Image Credits: burning laptop Via Shutterstock

  1. Jeremy
    October 9, 2016 at 1:13 am

    Stuxnet is the most complex malware, So a much more simpler one is the CIH Virus, also known as Chenorbyl Virus, What it does is first fills the boot drive with 1024KB of 1s and 0s then attacks certain BIOS making a host computer, inoperable 60 million computers were believed to be infected by the virus internationally, resulting in an estimated $1 billion US dollars in commercial damages, the creator of the malware is now a chief executive officer, and founder of 8tory

  2. manuel amoros
    February 10, 2016 at 10:24 pm

    my screen and key boars stop and a voice tell me that I have a virus to call a 888... phone to clean it, I call they want $ 250 to clean the virus I disconet the laptop for 24 hours they unlock the coputer nex time they lock the key boart after the screen the power and the lapton don't work, is my second laptop they damage, the cheap new I buy I get the same, I will chain the ip address address to solve this problem , I call the FBI and they know about these people but they move and change the phone number, any one can help ?

  3. PatL
    March 12, 2015 at 3:56 pm

    My hard drive and external drive both failed the same day, so I always wondered if it was an attack. I pulled in an older drive which worked fine, so I don't think it was the motherboard.

    • Justin Pot
      March 12, 2015 at 9:15 pm

      It's probably a coincidence!

  4. Gonzo
    March 12, 2015 at 2:12 pm

    Nothing really new here...

    Back in the 90s, there was at least one (and I'm sure others) virus with such capability:
    CIH (a.k.a. Chernobyl), which could (among other things) write to some BIOSes, making them useless, forcing the user to have to replace the motherboard.

    Nowadays there's a lot more protection for the kind of attack CIH could do; however there's also more tools and access to (as stated in the article) do overclocking and controlling the computer fans, among other things, so it's really no surprise.

    • Ryan Dube
      March 16, 2015 at 4:38 pm

      That may be true, but devices (and especially manufacturing/control systems) were never as interconnected and accessible from the "outside" as they are today. For all of the convenience of the cloud - the world introduces itself to much greater threats. That's "what's new here".

    • Jeremy
      October 9, 2016 at 1:18 am

      It also fills the first 1024 Kilobytes of the boot drive with 1s and 0s and it also has another name (not the file name of the malware) which is Spacefiller, it fills itself on the empty spaces of files without changing file size, making it hard to detect.

      It's hard to be infected with CIH today, because it infects Windows 9X and the awareness of it, It also has diffrent variants, it even merged with the ILOVEYOU Worm

  5. Richard Hopkins
    March 12, 2015 at 7:48 am

    Whilst I agree with your comments in principle, there are people out there who are malicious enough to attempt to cause chaos and damage just for the hell of it.

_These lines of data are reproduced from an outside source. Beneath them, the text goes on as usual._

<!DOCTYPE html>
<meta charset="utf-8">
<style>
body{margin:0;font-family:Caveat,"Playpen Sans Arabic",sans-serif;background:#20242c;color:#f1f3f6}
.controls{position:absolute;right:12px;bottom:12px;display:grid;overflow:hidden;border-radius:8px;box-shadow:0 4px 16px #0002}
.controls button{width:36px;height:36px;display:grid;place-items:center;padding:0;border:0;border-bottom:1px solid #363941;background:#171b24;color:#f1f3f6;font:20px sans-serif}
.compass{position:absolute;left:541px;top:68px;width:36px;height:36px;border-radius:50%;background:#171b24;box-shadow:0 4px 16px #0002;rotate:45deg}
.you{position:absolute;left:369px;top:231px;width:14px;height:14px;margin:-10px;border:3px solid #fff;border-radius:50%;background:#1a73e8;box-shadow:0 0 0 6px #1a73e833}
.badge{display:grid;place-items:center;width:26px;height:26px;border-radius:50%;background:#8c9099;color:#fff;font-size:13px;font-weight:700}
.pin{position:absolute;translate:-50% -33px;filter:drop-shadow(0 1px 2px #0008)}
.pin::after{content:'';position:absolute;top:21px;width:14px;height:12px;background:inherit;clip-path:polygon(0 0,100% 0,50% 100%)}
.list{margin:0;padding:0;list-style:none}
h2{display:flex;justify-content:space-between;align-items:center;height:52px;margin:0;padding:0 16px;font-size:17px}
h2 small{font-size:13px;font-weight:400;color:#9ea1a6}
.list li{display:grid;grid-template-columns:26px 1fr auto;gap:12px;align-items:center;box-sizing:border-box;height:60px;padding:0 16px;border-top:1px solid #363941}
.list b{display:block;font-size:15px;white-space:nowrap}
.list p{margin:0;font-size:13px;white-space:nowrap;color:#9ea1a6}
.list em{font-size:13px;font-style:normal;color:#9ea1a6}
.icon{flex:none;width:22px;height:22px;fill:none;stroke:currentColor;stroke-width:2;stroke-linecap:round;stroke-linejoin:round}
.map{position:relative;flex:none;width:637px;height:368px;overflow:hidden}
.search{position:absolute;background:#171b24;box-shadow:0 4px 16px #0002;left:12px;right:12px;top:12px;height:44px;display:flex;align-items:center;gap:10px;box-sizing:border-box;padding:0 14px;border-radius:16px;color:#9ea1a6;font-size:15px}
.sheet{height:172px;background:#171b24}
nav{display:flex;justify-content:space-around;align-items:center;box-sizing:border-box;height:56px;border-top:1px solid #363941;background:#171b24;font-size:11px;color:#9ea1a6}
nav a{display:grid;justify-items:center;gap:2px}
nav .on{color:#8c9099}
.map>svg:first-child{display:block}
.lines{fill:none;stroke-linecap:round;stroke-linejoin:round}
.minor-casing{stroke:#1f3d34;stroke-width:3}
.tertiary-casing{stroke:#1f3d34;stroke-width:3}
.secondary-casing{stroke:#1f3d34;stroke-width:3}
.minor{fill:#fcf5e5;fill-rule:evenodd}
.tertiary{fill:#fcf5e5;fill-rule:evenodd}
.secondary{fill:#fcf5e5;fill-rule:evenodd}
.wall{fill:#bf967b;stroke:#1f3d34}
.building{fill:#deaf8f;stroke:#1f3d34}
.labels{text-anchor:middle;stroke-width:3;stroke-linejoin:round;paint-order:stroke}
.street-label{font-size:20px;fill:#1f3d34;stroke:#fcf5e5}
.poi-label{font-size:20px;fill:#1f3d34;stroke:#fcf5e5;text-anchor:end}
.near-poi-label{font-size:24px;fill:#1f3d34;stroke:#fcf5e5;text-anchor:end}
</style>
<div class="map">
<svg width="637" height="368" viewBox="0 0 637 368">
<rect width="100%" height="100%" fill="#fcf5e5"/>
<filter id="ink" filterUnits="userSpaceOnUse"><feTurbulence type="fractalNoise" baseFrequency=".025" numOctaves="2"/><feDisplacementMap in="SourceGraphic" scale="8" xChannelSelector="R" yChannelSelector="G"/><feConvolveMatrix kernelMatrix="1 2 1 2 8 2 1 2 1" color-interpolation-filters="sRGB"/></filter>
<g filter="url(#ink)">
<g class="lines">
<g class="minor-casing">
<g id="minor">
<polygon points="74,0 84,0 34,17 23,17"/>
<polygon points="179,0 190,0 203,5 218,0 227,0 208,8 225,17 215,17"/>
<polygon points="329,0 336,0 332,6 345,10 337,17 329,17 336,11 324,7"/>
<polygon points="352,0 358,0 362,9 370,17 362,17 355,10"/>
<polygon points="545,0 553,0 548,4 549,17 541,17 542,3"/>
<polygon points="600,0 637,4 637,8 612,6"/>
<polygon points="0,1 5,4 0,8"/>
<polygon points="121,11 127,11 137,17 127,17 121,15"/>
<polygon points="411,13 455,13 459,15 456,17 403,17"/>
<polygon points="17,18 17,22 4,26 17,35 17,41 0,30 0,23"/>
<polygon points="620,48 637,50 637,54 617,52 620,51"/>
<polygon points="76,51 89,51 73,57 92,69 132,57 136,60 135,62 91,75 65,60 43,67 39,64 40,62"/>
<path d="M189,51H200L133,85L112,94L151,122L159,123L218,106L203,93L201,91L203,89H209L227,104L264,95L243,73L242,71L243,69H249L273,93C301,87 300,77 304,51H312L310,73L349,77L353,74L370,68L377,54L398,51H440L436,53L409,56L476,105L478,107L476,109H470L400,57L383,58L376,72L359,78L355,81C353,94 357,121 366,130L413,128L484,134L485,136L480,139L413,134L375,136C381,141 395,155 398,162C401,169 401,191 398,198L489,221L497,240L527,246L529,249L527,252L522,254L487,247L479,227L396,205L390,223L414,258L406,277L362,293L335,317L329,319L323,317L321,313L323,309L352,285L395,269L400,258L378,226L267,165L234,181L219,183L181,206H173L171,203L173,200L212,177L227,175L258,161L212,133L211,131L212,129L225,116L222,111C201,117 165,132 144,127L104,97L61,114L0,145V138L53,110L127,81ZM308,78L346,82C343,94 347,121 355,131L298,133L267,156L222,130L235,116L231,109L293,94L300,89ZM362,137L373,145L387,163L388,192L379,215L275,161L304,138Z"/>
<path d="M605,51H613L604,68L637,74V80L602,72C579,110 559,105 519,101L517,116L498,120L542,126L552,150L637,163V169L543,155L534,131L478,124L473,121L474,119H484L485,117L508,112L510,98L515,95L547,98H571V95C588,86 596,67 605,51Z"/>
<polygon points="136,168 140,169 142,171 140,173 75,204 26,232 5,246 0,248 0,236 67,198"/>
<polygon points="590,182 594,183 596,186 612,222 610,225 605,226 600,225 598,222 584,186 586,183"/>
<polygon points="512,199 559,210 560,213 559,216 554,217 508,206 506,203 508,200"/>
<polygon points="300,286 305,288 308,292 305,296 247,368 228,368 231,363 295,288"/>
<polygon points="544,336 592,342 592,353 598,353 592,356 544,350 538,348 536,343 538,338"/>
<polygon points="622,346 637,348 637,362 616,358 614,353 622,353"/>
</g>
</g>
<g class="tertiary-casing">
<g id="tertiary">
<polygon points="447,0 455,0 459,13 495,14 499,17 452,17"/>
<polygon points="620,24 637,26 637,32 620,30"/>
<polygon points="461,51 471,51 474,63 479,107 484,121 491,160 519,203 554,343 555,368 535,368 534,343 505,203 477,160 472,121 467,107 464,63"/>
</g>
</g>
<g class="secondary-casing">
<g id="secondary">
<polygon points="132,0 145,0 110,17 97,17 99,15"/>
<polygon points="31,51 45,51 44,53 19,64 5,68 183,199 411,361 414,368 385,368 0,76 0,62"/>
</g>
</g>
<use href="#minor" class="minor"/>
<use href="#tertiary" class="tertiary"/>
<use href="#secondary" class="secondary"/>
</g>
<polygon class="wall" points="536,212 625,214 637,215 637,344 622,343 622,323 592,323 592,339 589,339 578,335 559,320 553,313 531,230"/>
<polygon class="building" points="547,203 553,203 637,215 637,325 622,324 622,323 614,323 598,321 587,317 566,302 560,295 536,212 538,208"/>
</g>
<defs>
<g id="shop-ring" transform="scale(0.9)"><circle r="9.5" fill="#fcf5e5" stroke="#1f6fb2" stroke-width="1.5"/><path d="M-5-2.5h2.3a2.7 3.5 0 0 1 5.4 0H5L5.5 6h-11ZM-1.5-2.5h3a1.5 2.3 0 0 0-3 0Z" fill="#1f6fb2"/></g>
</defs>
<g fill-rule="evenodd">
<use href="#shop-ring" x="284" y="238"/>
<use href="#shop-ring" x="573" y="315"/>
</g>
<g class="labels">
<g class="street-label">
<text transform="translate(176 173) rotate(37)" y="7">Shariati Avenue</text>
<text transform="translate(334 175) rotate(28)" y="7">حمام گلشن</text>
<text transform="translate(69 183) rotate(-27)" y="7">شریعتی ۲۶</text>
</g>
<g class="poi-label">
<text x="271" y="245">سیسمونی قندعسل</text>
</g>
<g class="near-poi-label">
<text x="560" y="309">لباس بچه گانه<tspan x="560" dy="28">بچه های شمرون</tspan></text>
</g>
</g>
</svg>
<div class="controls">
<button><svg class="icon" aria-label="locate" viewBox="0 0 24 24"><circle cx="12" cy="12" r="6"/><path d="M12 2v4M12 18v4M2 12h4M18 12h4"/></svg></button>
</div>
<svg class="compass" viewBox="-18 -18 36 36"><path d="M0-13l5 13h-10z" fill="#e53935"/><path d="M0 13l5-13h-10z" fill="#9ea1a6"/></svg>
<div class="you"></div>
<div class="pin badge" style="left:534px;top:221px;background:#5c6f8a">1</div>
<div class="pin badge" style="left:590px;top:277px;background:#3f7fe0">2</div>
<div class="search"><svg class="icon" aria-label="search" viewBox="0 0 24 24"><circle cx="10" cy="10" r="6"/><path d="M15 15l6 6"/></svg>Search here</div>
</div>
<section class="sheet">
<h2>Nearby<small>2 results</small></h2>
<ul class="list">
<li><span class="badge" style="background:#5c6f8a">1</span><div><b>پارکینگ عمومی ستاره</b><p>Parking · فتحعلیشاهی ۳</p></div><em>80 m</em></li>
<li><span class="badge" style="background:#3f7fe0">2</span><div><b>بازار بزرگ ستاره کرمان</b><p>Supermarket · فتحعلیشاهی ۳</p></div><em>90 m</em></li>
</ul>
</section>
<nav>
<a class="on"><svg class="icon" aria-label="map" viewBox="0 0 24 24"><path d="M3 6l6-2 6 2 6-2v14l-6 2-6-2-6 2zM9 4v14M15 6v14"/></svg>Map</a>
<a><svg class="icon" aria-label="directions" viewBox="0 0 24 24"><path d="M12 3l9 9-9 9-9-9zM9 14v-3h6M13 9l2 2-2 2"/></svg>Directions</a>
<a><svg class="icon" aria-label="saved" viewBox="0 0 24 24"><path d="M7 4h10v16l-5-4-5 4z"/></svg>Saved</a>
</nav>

    Where any autonomous or remotely accessed device can be re-programmed there is a threat that some malign individual will try to mess with it - take the article in the news about pacemakers recently - ideal for a broad sweeping terrorist attack for example.

    We'll be burning chrome before we know it...

    • Justin Pot
      March 12, 2015 at 3:31 pm

      I suppose there are people who would just like to see the world burn, but another problem with malware that destroys the computer its on is that it can't propagate after doing so. That could be worked around with just a delay, though, so what do I know?